For the new study, lead author Nico Dosenbach, MD, PhD, a pediatric neurology resident at St. Louis Children’s Hospital, took this and other distinctions that mark the transition from child to adult brain and adapted them for use in a technique for mathematical analysis called a support vector machine.
“It’s a way that mathematicians have developed for predicting something with high specificity and sensitivity when you have huge amounts of data instead of one really good measurement,” Dosenbach explains.
“Any one of these measurements doesn’t tell you much, but if you put them together and use the right math to sift through and restructure them, you can get good predictive results.”
Dosenbach used data from five-minute MRI scans of 238 normal subjects between the ages of 7 and 30. The support vector machine analyzed approximately 13,000 functional brain connections and selected the best 200 to create a single index of the maturity of each subject. This information allowed researchers to predict whether subjects were children or adults and then form a curving line that tracks the path of normal functional brain development.

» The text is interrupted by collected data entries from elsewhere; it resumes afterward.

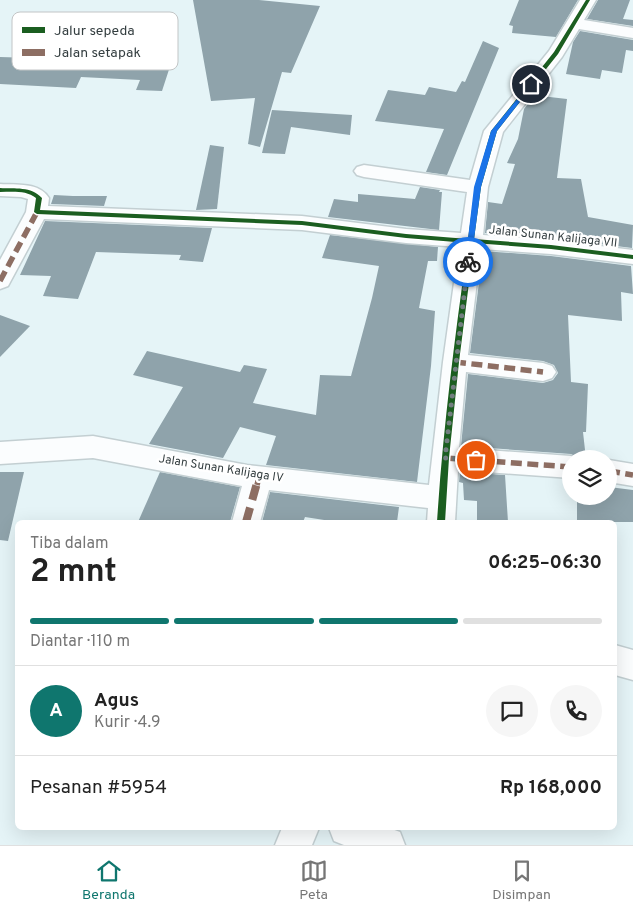 <!DOCTYPE html>
<html lang="id">
<head>
<meta charset="utf-8">
<style>
	body { margin:0; font-family:Overpass,sans-serif; background:#f6f6f6; color:#222; height:100vh; display:flex; flex-direction:column; font-size:19px; white-space:nowrap }
	* { box-sizing:border-box; margin:0 }
	p { font-size:16px; color:#767676 }
	.icon { flex:none; width:28px; height:28px; fill:none; stroke:currentColor; stroke-width:2; stroke-linecap:round; stroke-linejoin:round }
	.map { position:relative; flex:1; overflow:hidden }
	.sheet { position:absolute; left:15px; top:520px; width:602px; height:310px; display:flex; flex-direction:column; background:#fff; border-radius:8px; box-shadow:0 5px 20px #0002 }
	.sheet>* { flex:none }
	.buttons { position:absolute; left:562px; top:450px; display:grid; gap:10px }
	.buttons a { display:grid; place-items:center; width:55px; height:55px; border-radius:50%; background:#fff; box-shadow:0 5px 20px #0002; font-size:25px }
	.pin { position:absolute; display:grid; place-items:center; width:42px; height:42px; color:#fff; margin:-21px; border:2px solid #fff; border-radius:50%; box-shadow:0 1px 5px #0007 }
	.courier { position:absolute; display:grid; place-items:center; width:50px; height:50px; margin:-25px; border:4px solid #1a73e8; border-radius:50%; background:#fff; color:#222; box-shadow:0 1px 6px #0007 }
	.headline em { font-style:normal; font-weight:700 }
	.headline div { display:flex; flex-direction:column-reverse }
	.headline { display:flex; align-items:center; justify-content:space-between; height:85px; padding:0 15px }
	h1 { font-size:32px; font-weight:700; line-height:38px }
	.bar { display:grid; grid-template-columns:repeat(4,1fr); gap:8px 5px; align-content:center; height:60px; padding:0 15px }
	.bar i { height:6px; border-radius:4px; background:#e0e0e0 }
	.bar .active { background:#0f766e }
	.bar p { grid-column:span 4 }
	.line { display:flex; align-items:center; gap:12px; padding:0 15px; border-top:1px solid #e0e0e0 }
	.line div { flex:1 }
	.round { display:grid; place-items:center; flex:none; width:52px; height:52px; border-radius:26px; background:#f6f6f6 }
	.tab-bar { display:flex; justify-content:space-around; align-items:center; height:70px; border-top:1px solid #e0e0e0; background:#fff; font-size:14px; color:#767676 }
	.tab-bar a { display:grid; justify-items:center; gap:2px }
	.tab-bar .active { color:#0f766e }
	.map>svg:first-child { display:block }
	.building { fill:#8fa3ab }
	.lines { fill:none; stroke-linecap:round; stroke-linejoin:round }
	.minor-casing { stroke:#c3cfd2; stroke-width:3 }
	.minor { fill:#fbfdfe; fill-rule:evenodd }
	.quiet-far1 { stroke:#8d6e63; stroke-width:5.5; stroke-dasharray:11 5.5; stroke-linecap:butt }
	.quiet { stroke:#8d6e63; stroke-width:8; stroke-dasharray:15 8; stroke-linecap:butt }
	.cycleway-casing { stroke:#fff; stroke-width:3 }
	.cycleway { fill:#1b5e20; fill-rule:evenodd }
	.route { fill:#1a73e8 }
	.done { stroke:#727e80; stroke-width:5; stroke-dasharray:0 9 }
	.labels { text-anchor:middle; dominant-baseline:central; stroke-width:5; stroke-linejoin:round; paint-order:stroke }
	.street-label { font-size:12px; fill:#343e40; stroke:#fff }
	.key { fill:#fff; stroke:#c2c5c6; stroke-width:1 }
	.key-label { font-size:14px; fill:#343e40 }
</style>
</head>
<body>
<div class="map">
<svg width="633" height="845" viewBox="0 0 633 845">
	<rect width="100%" height="100%" fill="#e5f4f7"/>
	<g class="building">
		<polygon points="193,0 259,0 320,6 291,73 282,72 260,147 248,144 255,98 211,101"/>
		<polygon points="519,0 578,0 556,37 512,33 513,26 509,25"/>
		<polygon points="598,0 630,0 623,19 633,20 633,26 587,19"/>
		<polygon points="580,31 633,40 633,51 626,50 622,73 602,70 600,79 566,74 573,42"/>
		<polygon points="75,41 177,45 162,91 136,90 140,80 81,77 76,88 0,84 0,57 67,59"/>
		<polygon points="483,41 499,48 447,175 426,172 444,129 375,121 388,90 425,95 429,87 456,92 462,81 465,82"/>
		<polygon points="541,96 567,99 557,178 581,179 588,217 633,225 632,248 551,238 485,233 488,202 502,204 515,164 507,163 518,139 524,109 533,97 541,100"/>
		<polygon points="272,110 352,115 350,135 291,127 285,154 262,153"/>
		<polygon points="210,145 224,147 217,209 196,210"/>
		<polygon points="420,187 440,190 439,192 442,192 439,230 328,217 334,199 358,202 358,194 415,199"/>
		<polygon points="54,195 73,196 107,196 104,206 51,204"/>
		<polygon points="45,221 212,228 203,262 179,260 181,255 96,252 78,299 43,296 51,276 20,275"/>
		<polygon points="330,235 438,247 437,261 428,261 419,308 435,311 431,366 417,482 266,465 276,436 240,427 223,458 149,444 183,387 133,375 147,351 240,372 244,365 267,369 253,403 316,415 320,375 351,376 372,298 379,266 322,258"/>
		<polygon points="483,251 551,256 631,266 633,294 621,292 622,321 568,315 571,382 588,384 586,432 583,432 586,459 581,459 571,454 461,446 468,374 543,383 553,380 558,373 554,365 543,361 470,353"/>
		<polygon points="0,315 30,326 0,357"/>
		<polygon points="0,472 24,472 8,541 0,540"/>
		<polygon points="160,472 240,487 230,522 138,522"/>
		<polygon points="460,472 505,475 508,522 477,522 477,501 464,500 463,483 459,482"/>
		<polygon points="609,487 633,490 633,522 577,522 577,496 609,496"/>
		<polygon points="270,492 399,507 397,522 337,522 305,517 303,522 262,522"/>
	</g>
	<g class="lines">
		<defs>
			<g id="minor">
				<path d="M580,0H596L584,20L633,28V38L579,29L562,57L503,132L488,187L483,235L551,240L633,250V264L551,254L481,249L468,355L543,363L552,366L556,372L552,378L543,381L466,372L459,448L571,456L579,459H571V478L458,470L455,522H427L428,508L269,490L260,522H232L242,486L93,458L0,464V442L93,436L247,465L429,485L443,362L459,247L406,243L302,230L44,219L8,286L0,289V260L26,212L28,199L21,197L0,196V184C17,185 39,182 49,198L48,206L302,216L406,229L461,233L467,192L364,177L357,175L354,171L357,167L364,165L470,180L484,131L549,51Z"/>
				<polygon points="609,460 633,464 633,486 609,482"/>
				<polygon points="615,645 633,650 633,680 615,675"/>
				<polygon points="282,828 319,828 312,845 275,845"/>
				<polygon points="329,828 389,828 400,832 405,845 344,845 334,841"/>
			</g>
		</defs>
		<use href="#minor" class="minor-casing"/>
		<use href="#minor" class="minor"/>
		<g class="quiet-far1">
			<polyline points="0,281 37,212"/>
			<polyline points="455,362 543,372"/>
			<polyline points="445,458 571,467"/>
			<polyline points="609,471 633,475"/>
			<polyline points="257,485 259,477"/>
		</g>
		<polyline class="quiet" points="246,522 257,483"/>
		<defs>
			<path id="cycleway" d="M586,0H590L558,54L497,131L481,187L474,239L551,245L633,255V259L551,249L474,243L459,362L449,458L445,522H437C443,428 455,336 468,243L406,238L302,225L37,214L34,212L36,198C26,190 12,192 0,192V188C15,189 31,186 42,198L40,210L302,221L406,234L468,239L475,187L491,131L554,52Z"/>
		</defs>
		<use href="#cycleway" class="cycleway-casing"/>
		<use href="#cycleway" class="cycleway"/>
	</g>
	<polygon class="route" points="531,82 533,85 497,131 481,187 471,262 465,264 474,187 491,131"/>
	<g class="lines">
		<polyline class="done" points="468,262 445,458 476,460"/>
	</g>
	<g class="labels">
		<g class="street-label">
			<text transform="translate(553 237) rotate(6)">Jalan Sunan Kalijaga VII</text>
			<text transform="translate(221 469) rotate(9)">Jalan Sunan Kalijaga IV</text>
		</g>
	</g>
	<rect x="12" y="12" width="166" height="58" rx="8" class="key"/>
	<rect x="22" y="27" width="23" height="6" fill="#1b5e20"/>
	<rect x="22" y="49" width="23" height="7" fill="#8d6e63"/>
	<g class="key-label">
		<text x="54" y="35">Jalur sepeda</text>
		<text x="54" y="57">Jalan setapak</text>
	</g>
</svg>
<div class="buttons">
<a><svg class="icon" aria-label="layers" viewBox="0 0 24 24"><path d="M12 4l9 5-9 5-9-5zM3 14l9 5 9-5"/></svg></a>
</div>
<div class="pin" style="left:476px;top:460px;background:#ea580c"><svg class="icon" aria-label="bag" viewBox="0 0 24 24"><path d="M5 8h14l-1 12H6zM9 8a3 3 0 0 1 6 0"/></svg></div>
<div class="pin" style="left:531px;top:84px;background:#1f2937"><svg class="icon" aria-label="home" viewBox="0 0 24 24"><path d="M3 11l9-7 9 7M6 9v11h12V9"/></svg></div>
<div class="courier" style="left:468px;top:262px"><svg class="icon" aria-label="bike" viewBox="0 0 24 24"><circle cx="6" cy="16" r="4"/><circle cx="18" cy="16" r="4"/><path d="M6 16l4-8h5l3 8M10 8l3 8H6M13 5h3"/></svg></div>
<section class="sheet">
<div class="headline"><div><h1>2 mnt</h1><p>Tiba dalam</p></div><em>06:25–06:30</em></div>
<div class="bar"><i class="active"></i><i class="active"></i><i class="active"></i><i></i><p>Diantar · 110 m</p></div>
<div class="line" style="height:90px"><b class="round" style="background:#0f766e;color:#fff">A</b><div><b>Agus</b><p>Kurir · 4.9</p></div><a class="round"><svg class="icon" aria-label="chat" viewBox="0 0 24 24"><path d="M4 5h16v11H9l-5 4z"/></svg></a><a class="round"><svg class="icon" aria-label="phone" viewBox="0 0 24 24"><path d="M5 4h4l2 5-3 2q2 4 5 5l2-3 5 2v4C11 20 4 13 5 4z"/></svg></a></div>
<div class="line" style="height:65px"><div>Pesanan #5954</div><b>Rp 168,000</b></div>
</section>
</div>
<nav class="tab-bar">
<a class="active"><svg class="icon" aria-label="home" viewBox="0 0 24 24"><path d="M3 11l9-7 9 7M6 9v11h12V9"/></svg>Beranda</a>
<a><svg class="icon" aria-label="map" viewBox="0 0 24 24"><path d="M3 6l6-2 6 2 6-2v14l-6 2-6-2-6 2zM9 4v14M15 6v14"/></svg>Peta</a>
<a><svg class="icon" aria-label="saved" viewBox="0 0 24 24"><path d="M7 4h10v16l-5-4-5 4z"/></svg>Disimpan</a>
</nav>
</body>
</html>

The plan is that patients with brain abnormalities will appear out of sync with this normal developmental curve.
“The beauty of this approach is that it lets you ask what’s different in the way that children with autism, for example, are off the normal development curve versus the way children with attention-deficit disorder are off that curve,” said Schlaggar.
He suggests that functional brain scans be conducted on children at risk but not yet suffering from a developmental disorder.
“When a fraction of them later develop that disorder, you can go back and construct an analysis like this one that will help predict the characteristics of the next child at highest risk of developing the disorder,” he says.
“That’s very powerful both clinically and from the perspective of understanding the causes of these disorders.”
This approach could enable treatment before any onset of symptoms, Schlaggar says, and should help physicians more quickly and closely track the results of clinical trials of new therapies.
“MRI scans are expensive, so this may not be what we use for everyone right now,” Dosenbach says. “But many children with these types of disorders already receive regular structural MRI scans, and five more minutes in the scanner won’t add that much to the cost.”
The study is featured this week in Science.